The common snowdrop (Galanthus nivali) has a fragrant honey-scented, white flower with the typical green markings between petals.

  • Collectors who enjoy expanding on the theme should try the cultivar 'Viridiapicis.' Their flowers have additional green markings on the tips of the petals.
  • In 'Flore pleno' varieties, the petals are doubled, resembling a starched petticoat.

Though still small, the giant snowdrop species G. elwesi grows taller than the other species, has longer leaves and sports green markings at the base and tips of the petals.

3. Give new bulbs a fighting chance

About two to three years after planting, snowdrops begin to multiply by producing small bulbs. Called offsets, they eventually push right out of the soil.

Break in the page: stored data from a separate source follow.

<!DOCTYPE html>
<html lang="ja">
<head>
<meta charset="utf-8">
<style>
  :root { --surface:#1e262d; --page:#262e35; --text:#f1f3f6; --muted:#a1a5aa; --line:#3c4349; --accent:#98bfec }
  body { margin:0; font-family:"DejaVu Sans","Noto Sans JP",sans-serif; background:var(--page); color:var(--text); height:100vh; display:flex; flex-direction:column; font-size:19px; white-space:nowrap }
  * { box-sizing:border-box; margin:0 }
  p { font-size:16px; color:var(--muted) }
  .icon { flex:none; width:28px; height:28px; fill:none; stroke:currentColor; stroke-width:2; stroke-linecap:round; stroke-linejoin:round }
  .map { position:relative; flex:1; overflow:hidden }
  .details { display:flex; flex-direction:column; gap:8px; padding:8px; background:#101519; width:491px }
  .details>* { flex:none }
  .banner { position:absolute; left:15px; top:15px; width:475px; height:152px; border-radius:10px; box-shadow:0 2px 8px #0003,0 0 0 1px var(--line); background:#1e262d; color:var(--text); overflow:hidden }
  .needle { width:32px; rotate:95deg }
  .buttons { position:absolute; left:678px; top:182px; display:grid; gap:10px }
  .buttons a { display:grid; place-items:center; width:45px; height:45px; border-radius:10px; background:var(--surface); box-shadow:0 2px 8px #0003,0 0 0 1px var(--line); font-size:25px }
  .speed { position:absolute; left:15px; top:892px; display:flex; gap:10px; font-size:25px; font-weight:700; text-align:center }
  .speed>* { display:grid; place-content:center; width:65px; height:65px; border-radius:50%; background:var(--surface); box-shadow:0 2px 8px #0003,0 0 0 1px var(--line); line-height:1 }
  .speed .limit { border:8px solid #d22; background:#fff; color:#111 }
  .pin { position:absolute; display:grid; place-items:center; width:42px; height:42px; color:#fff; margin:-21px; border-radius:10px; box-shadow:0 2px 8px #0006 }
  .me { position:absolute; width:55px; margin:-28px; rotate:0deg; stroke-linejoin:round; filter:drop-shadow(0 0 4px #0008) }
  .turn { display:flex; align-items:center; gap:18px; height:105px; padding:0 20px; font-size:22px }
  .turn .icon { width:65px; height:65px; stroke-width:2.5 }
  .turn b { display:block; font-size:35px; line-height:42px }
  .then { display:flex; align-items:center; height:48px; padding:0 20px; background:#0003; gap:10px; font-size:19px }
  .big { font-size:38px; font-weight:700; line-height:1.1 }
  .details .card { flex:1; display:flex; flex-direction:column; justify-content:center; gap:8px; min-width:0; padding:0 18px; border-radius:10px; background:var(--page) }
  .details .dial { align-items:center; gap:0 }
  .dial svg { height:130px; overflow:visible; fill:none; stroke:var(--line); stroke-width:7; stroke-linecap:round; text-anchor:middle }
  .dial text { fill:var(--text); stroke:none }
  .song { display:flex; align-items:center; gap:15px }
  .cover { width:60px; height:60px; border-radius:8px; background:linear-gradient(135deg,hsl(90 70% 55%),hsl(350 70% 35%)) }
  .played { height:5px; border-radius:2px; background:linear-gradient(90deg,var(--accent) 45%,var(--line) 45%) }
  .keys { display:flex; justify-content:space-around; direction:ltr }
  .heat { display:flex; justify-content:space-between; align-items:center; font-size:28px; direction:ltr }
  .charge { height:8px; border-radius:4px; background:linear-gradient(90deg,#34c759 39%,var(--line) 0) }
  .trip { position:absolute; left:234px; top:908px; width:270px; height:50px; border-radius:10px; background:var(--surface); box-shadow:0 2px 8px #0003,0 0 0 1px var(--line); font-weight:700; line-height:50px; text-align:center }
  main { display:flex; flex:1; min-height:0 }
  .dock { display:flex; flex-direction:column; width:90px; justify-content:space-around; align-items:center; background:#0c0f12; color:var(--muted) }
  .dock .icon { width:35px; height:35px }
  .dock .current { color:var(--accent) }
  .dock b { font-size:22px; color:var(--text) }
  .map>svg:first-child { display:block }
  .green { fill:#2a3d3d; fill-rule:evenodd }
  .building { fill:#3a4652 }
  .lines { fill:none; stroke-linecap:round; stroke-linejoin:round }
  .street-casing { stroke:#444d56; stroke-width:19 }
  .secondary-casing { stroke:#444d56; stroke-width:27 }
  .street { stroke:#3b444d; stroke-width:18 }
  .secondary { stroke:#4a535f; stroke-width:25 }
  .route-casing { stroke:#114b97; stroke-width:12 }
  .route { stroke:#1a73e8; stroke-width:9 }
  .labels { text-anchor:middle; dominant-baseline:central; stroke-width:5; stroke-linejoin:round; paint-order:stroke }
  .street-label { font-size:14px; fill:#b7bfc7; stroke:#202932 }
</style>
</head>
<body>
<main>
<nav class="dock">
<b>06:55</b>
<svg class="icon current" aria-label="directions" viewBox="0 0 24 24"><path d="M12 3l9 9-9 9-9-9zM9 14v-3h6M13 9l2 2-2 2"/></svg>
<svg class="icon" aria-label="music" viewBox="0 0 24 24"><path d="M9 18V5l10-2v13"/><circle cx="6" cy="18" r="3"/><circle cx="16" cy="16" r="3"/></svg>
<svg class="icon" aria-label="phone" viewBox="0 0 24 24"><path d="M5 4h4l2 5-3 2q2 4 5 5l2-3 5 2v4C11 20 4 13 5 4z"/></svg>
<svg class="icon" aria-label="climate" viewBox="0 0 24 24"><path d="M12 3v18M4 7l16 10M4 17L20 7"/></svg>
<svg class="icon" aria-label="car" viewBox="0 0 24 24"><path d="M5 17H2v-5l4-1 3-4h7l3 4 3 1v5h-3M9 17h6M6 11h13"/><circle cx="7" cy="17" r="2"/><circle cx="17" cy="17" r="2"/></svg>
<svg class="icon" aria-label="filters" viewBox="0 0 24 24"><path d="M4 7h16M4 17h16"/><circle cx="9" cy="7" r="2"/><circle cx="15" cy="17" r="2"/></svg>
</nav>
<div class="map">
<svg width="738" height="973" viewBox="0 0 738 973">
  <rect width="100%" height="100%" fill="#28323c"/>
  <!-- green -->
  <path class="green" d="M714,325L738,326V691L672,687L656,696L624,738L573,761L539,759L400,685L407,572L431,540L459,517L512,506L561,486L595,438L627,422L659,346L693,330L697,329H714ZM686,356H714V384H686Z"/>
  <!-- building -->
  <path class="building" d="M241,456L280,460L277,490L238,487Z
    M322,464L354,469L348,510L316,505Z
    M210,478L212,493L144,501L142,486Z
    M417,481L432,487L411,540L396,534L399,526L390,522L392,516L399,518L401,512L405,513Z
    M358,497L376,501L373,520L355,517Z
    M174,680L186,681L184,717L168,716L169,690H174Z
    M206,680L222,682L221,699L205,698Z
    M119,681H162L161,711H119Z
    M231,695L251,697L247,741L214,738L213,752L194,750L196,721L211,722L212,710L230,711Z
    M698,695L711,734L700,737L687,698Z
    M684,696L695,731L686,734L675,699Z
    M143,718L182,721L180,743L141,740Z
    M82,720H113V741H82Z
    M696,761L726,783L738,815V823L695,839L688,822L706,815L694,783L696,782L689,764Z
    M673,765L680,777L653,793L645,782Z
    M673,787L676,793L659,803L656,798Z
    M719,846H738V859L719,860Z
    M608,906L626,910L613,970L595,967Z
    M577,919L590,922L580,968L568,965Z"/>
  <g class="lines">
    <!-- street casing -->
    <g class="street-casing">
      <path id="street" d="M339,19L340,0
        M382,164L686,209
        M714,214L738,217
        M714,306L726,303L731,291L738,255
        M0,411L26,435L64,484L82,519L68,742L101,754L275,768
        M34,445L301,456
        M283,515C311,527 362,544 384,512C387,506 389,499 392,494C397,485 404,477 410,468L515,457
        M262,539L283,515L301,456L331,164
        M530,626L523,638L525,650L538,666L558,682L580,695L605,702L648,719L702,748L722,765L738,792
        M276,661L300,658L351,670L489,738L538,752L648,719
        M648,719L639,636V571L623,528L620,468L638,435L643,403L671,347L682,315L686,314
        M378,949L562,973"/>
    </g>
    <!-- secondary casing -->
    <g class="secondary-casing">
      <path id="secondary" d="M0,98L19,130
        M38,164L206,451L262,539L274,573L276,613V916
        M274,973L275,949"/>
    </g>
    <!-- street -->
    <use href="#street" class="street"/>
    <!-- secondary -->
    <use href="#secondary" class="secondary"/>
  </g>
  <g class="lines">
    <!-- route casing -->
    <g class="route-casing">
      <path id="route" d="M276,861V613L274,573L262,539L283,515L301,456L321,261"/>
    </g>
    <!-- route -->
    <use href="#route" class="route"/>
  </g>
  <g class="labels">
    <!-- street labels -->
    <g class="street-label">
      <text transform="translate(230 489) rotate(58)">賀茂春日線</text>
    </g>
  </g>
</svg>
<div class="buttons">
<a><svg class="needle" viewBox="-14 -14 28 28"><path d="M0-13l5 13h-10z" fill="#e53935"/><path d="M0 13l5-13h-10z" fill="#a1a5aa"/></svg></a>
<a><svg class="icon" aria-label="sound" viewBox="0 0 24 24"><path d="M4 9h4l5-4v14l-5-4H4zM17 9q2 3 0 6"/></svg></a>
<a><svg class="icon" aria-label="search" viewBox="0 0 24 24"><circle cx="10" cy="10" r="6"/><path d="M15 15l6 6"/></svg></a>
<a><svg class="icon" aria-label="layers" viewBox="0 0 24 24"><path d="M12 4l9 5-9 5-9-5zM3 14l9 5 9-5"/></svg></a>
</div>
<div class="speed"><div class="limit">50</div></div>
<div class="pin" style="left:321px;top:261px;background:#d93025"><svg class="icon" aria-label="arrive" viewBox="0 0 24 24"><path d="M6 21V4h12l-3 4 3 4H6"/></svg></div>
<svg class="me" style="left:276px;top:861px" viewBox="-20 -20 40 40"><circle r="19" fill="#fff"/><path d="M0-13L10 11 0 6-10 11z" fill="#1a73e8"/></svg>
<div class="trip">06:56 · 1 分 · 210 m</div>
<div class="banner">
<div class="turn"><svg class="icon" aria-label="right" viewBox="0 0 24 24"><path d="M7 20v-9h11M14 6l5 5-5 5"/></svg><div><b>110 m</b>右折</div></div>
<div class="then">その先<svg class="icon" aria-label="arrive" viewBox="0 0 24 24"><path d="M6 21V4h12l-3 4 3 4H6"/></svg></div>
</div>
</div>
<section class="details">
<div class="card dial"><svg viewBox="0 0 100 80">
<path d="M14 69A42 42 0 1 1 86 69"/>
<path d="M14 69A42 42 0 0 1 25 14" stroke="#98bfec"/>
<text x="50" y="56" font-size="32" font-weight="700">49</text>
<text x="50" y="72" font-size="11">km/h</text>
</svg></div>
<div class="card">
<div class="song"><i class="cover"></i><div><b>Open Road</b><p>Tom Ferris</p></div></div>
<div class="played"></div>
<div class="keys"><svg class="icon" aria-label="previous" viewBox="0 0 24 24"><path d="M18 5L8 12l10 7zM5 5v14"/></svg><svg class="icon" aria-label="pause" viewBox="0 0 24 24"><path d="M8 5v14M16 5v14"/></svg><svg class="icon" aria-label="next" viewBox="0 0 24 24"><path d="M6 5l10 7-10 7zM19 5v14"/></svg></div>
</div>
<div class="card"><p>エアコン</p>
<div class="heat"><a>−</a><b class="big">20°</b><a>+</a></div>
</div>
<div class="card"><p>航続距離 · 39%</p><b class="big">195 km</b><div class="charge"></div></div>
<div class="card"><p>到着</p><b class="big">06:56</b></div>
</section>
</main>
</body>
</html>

  • Dig these "offsets" while the leaves are still green but only after the flowers fade. Separate and replant them promptly.
  • Bulbs moved in late spring while the foliage is still green establish themselves more quickly than dormant bulbs planted in fall.

Snowdrops are generally trouble-free, as they go dormant before pests and diseases become active.

4. Plant them in bunches

Snowdrops grow from small bulbs that can dry out if they're stored too long before planting. Buy and plant crocus bulbs as soon as they're available in autumn.

  • Since each small bulb sends up a few narrow leaves and produces only one flower, plant the bulbs in groupings of 10 to 25 for an eye-catching display.
  • Set the bulbs eight centimetres (three inches) deep and five centimetres (two inches) apart.
  • Water after planting. Continue watering if less than 2.5 centimetres (one inch) of rain falls per week in late autumn.

Snowdrops are a delicate yet hardy plant that needs only a little bit of encouragement. However, if you give them the attention they need you'll have beautiful flowers that mark the end of winter for years to come.